**Exercise**
The lines to copy are those with "radius" in them. Pull each one from the entries below.

[Dataset entries]

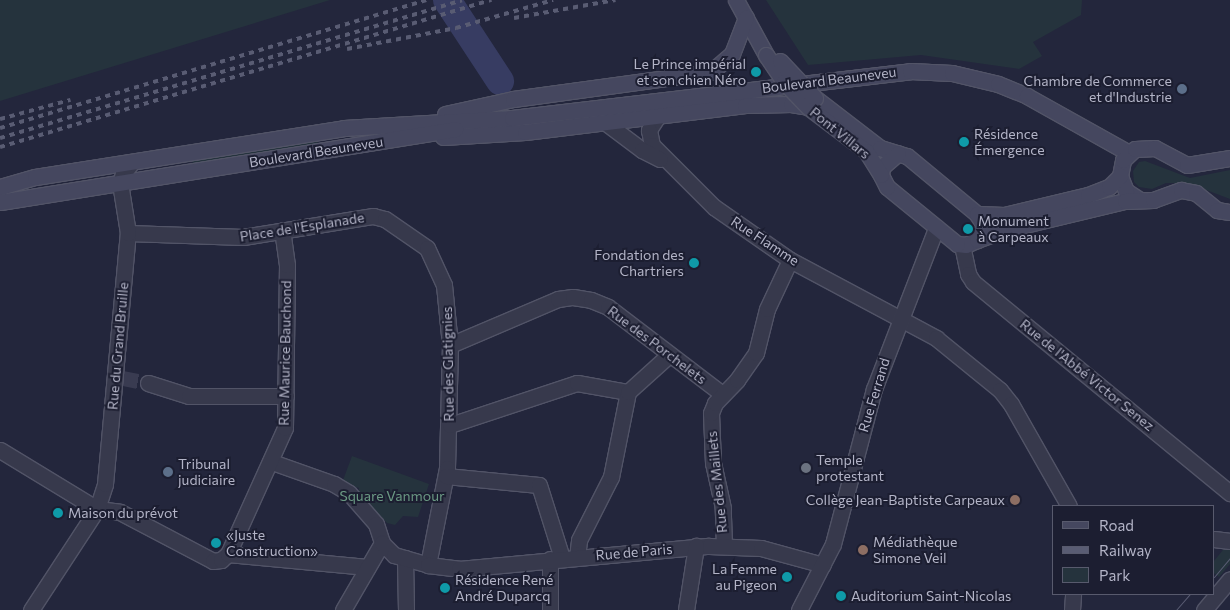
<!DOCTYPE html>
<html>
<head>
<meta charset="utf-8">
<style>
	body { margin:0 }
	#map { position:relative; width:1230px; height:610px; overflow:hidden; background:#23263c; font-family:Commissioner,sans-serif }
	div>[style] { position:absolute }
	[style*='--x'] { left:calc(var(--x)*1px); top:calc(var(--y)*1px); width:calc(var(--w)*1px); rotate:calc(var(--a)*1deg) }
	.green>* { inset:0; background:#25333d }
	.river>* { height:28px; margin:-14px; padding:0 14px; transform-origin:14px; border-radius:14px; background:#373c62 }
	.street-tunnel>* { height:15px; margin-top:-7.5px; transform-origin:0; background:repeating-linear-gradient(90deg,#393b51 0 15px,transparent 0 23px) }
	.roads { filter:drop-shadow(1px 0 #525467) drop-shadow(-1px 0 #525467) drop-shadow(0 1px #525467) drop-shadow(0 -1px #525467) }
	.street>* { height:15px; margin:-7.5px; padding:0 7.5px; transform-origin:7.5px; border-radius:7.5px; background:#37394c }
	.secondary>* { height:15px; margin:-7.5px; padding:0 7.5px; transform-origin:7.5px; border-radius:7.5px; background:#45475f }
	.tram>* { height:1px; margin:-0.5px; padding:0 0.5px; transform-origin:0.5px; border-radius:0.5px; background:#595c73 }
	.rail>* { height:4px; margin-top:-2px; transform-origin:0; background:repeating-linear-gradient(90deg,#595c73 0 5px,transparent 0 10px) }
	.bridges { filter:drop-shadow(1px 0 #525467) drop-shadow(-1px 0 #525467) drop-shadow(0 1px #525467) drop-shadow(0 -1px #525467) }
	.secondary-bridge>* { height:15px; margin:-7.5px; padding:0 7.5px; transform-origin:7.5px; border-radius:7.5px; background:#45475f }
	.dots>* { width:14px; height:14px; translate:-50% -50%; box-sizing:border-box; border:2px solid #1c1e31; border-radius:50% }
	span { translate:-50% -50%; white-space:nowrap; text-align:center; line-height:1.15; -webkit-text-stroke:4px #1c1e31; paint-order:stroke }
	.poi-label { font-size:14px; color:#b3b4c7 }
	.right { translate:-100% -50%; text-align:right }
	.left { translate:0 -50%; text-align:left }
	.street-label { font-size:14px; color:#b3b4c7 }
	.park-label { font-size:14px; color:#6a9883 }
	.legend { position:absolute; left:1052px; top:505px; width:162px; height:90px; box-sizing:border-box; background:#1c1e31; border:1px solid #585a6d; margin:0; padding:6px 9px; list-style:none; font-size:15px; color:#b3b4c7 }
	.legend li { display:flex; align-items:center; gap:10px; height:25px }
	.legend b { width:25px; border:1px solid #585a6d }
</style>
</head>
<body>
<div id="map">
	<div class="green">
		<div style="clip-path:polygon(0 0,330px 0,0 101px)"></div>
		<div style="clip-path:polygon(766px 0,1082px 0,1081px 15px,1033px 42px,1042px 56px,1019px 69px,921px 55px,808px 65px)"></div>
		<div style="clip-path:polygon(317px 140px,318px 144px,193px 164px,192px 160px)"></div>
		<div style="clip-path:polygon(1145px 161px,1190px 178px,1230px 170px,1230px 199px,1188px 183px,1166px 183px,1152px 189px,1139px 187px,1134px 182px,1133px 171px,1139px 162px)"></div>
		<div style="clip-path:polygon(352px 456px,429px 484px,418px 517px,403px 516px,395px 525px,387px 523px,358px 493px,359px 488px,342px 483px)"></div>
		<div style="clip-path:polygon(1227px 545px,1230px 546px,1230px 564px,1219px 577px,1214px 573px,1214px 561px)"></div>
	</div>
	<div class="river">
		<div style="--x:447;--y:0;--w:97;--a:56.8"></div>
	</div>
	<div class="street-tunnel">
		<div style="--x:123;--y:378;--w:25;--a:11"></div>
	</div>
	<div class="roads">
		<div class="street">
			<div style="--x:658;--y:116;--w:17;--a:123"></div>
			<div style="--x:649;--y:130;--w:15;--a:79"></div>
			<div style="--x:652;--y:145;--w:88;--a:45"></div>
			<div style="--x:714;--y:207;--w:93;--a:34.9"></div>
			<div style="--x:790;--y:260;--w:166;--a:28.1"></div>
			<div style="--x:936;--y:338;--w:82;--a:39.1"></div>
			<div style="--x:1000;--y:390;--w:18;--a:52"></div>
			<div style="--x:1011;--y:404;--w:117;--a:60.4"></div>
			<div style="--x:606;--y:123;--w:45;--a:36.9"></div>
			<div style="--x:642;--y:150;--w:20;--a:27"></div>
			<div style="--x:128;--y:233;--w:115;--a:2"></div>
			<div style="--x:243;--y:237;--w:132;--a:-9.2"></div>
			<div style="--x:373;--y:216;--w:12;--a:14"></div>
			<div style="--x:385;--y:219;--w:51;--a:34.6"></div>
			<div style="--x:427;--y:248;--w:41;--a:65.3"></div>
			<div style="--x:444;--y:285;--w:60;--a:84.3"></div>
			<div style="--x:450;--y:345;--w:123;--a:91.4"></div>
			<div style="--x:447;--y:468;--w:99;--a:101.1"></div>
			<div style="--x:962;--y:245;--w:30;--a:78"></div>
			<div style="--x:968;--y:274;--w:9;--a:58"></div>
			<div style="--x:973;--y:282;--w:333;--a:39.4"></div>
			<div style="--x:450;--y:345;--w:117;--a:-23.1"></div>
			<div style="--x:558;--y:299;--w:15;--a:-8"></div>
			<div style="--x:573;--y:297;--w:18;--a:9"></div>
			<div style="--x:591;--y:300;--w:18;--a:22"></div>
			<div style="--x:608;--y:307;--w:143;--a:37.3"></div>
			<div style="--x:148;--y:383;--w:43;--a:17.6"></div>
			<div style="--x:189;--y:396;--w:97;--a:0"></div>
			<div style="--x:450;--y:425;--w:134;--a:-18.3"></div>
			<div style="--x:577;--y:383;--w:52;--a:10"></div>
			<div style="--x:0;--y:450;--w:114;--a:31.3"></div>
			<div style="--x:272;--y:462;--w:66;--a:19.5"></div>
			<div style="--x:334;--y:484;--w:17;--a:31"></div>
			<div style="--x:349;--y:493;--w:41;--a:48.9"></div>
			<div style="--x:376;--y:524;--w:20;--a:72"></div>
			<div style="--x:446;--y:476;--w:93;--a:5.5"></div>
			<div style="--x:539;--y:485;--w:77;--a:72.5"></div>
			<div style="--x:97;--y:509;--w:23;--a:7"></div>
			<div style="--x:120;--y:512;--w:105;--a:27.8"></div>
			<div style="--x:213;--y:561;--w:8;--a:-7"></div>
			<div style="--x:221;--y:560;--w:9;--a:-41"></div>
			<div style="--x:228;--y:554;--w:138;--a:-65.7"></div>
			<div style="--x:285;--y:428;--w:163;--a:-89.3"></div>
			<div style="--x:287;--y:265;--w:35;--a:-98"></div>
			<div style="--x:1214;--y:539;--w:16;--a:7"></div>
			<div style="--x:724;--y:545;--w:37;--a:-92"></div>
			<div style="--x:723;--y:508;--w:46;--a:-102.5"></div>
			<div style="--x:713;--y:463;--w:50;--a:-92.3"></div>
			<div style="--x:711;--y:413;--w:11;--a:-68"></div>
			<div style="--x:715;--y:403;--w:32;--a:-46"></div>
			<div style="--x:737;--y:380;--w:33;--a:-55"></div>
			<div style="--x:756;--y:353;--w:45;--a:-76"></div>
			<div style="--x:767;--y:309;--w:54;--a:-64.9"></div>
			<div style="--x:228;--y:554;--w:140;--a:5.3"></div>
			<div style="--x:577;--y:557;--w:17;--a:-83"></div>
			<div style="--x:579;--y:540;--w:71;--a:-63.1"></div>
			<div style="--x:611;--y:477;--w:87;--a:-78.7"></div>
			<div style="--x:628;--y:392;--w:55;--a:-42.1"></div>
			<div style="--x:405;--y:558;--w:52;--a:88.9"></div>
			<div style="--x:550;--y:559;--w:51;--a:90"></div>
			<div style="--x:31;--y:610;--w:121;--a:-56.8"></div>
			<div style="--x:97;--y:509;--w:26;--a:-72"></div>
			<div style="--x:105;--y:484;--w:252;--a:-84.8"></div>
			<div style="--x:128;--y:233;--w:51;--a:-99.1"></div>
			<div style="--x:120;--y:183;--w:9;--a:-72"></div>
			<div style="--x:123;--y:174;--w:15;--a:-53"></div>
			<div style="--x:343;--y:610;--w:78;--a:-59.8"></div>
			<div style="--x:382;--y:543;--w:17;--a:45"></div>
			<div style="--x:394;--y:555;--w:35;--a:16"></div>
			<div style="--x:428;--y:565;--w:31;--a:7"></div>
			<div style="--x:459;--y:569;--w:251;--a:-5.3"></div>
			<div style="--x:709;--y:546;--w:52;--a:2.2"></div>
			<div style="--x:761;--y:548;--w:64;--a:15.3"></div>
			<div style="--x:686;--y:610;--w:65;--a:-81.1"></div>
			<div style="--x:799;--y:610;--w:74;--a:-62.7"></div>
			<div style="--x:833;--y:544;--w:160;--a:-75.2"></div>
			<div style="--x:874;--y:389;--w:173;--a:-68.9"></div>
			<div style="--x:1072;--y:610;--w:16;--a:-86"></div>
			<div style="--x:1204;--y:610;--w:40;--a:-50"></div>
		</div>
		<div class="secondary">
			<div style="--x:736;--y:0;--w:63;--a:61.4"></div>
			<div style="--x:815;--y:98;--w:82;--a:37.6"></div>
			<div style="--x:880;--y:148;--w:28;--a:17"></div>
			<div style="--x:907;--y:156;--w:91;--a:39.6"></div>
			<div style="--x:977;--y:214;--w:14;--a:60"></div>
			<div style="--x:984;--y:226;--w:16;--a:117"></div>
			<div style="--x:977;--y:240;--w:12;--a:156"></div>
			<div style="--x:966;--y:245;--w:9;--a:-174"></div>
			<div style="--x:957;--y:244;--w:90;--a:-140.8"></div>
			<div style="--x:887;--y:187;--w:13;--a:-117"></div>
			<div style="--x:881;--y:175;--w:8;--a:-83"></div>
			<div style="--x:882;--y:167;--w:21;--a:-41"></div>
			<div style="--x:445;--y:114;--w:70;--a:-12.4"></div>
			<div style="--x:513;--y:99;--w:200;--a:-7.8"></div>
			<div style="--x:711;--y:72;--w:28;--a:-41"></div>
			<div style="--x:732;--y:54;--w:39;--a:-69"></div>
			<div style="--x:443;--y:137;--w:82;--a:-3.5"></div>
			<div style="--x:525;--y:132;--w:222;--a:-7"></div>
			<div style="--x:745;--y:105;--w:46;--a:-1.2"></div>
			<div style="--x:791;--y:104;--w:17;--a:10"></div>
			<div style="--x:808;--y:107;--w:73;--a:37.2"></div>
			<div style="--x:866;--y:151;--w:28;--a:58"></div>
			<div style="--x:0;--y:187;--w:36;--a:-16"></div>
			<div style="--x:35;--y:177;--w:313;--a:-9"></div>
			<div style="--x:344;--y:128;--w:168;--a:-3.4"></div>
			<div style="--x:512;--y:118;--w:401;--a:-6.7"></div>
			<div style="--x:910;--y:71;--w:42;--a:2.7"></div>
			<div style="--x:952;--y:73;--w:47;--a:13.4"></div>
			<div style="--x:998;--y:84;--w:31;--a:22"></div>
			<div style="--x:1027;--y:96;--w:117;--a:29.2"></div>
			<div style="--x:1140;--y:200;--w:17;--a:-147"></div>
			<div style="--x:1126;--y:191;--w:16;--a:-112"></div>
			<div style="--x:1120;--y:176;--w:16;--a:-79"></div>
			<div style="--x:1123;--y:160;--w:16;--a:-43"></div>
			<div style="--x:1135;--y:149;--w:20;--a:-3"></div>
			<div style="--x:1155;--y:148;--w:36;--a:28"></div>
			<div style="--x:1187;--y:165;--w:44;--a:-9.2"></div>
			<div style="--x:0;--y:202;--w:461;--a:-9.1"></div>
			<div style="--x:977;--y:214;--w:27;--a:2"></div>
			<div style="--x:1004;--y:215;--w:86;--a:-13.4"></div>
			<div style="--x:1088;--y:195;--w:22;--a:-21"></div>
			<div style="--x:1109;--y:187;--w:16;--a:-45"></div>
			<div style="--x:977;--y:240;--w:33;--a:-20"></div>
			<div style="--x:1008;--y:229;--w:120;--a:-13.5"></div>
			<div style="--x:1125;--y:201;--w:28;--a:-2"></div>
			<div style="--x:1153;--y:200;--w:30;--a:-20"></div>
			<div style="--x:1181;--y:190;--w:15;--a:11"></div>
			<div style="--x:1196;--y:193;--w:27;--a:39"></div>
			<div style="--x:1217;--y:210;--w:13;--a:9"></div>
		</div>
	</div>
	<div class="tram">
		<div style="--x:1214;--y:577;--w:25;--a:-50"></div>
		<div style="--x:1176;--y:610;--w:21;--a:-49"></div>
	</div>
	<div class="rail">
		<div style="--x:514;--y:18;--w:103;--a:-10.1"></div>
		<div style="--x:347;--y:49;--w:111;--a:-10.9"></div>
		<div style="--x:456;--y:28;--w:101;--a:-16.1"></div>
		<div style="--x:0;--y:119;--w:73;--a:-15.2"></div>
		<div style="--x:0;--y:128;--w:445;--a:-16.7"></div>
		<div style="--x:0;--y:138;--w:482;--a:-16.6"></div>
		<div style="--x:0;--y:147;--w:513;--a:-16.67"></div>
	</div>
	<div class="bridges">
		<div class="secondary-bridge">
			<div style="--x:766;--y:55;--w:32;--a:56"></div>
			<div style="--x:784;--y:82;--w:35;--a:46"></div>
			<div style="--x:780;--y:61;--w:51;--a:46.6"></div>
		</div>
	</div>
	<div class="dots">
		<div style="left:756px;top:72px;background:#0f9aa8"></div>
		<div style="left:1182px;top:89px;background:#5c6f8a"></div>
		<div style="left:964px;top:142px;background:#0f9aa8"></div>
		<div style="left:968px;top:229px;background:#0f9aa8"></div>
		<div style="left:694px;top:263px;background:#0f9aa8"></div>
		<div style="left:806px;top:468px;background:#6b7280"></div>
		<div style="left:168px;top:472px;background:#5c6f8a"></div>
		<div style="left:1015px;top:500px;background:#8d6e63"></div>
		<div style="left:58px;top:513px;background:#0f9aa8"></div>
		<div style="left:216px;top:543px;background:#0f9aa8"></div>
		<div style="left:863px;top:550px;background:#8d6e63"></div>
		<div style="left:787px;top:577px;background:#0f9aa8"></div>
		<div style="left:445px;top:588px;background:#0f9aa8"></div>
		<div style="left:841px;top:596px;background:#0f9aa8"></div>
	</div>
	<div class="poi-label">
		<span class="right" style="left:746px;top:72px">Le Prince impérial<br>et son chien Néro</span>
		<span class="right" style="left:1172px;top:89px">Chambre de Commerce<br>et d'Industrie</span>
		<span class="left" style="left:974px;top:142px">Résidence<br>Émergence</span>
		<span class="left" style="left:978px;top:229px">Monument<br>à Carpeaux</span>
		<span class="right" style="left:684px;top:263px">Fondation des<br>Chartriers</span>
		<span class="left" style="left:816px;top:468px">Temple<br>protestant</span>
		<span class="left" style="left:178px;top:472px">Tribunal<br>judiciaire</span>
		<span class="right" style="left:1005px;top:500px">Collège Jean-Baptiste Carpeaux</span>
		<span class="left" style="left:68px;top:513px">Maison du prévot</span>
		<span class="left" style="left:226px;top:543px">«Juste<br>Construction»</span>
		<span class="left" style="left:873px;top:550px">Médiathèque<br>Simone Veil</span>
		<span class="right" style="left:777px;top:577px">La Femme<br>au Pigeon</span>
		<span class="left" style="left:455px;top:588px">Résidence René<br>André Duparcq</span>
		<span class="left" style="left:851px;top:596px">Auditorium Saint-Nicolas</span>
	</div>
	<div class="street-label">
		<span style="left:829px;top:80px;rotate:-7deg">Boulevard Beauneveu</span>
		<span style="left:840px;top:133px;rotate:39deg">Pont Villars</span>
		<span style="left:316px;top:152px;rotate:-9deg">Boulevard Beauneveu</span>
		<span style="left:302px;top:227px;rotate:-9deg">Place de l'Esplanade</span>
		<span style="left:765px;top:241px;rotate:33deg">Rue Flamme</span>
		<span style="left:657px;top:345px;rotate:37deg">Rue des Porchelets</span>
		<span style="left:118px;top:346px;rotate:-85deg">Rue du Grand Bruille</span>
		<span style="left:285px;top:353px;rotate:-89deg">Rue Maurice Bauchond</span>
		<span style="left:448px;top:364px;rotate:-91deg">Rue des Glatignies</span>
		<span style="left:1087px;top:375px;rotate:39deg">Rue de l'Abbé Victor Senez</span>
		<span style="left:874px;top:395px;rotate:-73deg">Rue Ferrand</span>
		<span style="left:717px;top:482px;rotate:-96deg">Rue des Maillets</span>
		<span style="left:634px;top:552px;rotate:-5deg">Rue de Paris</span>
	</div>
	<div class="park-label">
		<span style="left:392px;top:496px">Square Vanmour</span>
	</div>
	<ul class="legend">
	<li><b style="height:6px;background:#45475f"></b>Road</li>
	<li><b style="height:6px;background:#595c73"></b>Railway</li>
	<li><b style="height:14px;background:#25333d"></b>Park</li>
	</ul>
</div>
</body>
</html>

**Solution to this exercise**
	.river>* { height:28px; margin:-14px; padding:0 14px; transform-origin:14px; border-radius:14px; background:#373c62 }
	.street>* { height:15px; margin:-7.5px; padding:0 7.5px; transform-origin:7.5px; border-radius:7.5px; background:#37394c }
	.secondary>* { height:15px; margin:-7.5px; padding:0 7.5px; transform-origin:7.5px; border-radius:7.5px; background:#45475f }
	.tram>* { height:1px; margin:-0.5px; padding:0 0.5px; transform-origin:0.5px; border-radius:0.5px; background:#595c73 }
	.secondary-bridge>* { height:15px; margin:-7.5px; padding:0 7.5px; transform-origin:7.5px; border-radius:7.5px; background:#45475f }
	.dots>* { width:14px; height:14px; translate:-50% -50%; box-sizing:border-box; border:2px solid #1c1e31; border-radius:50% }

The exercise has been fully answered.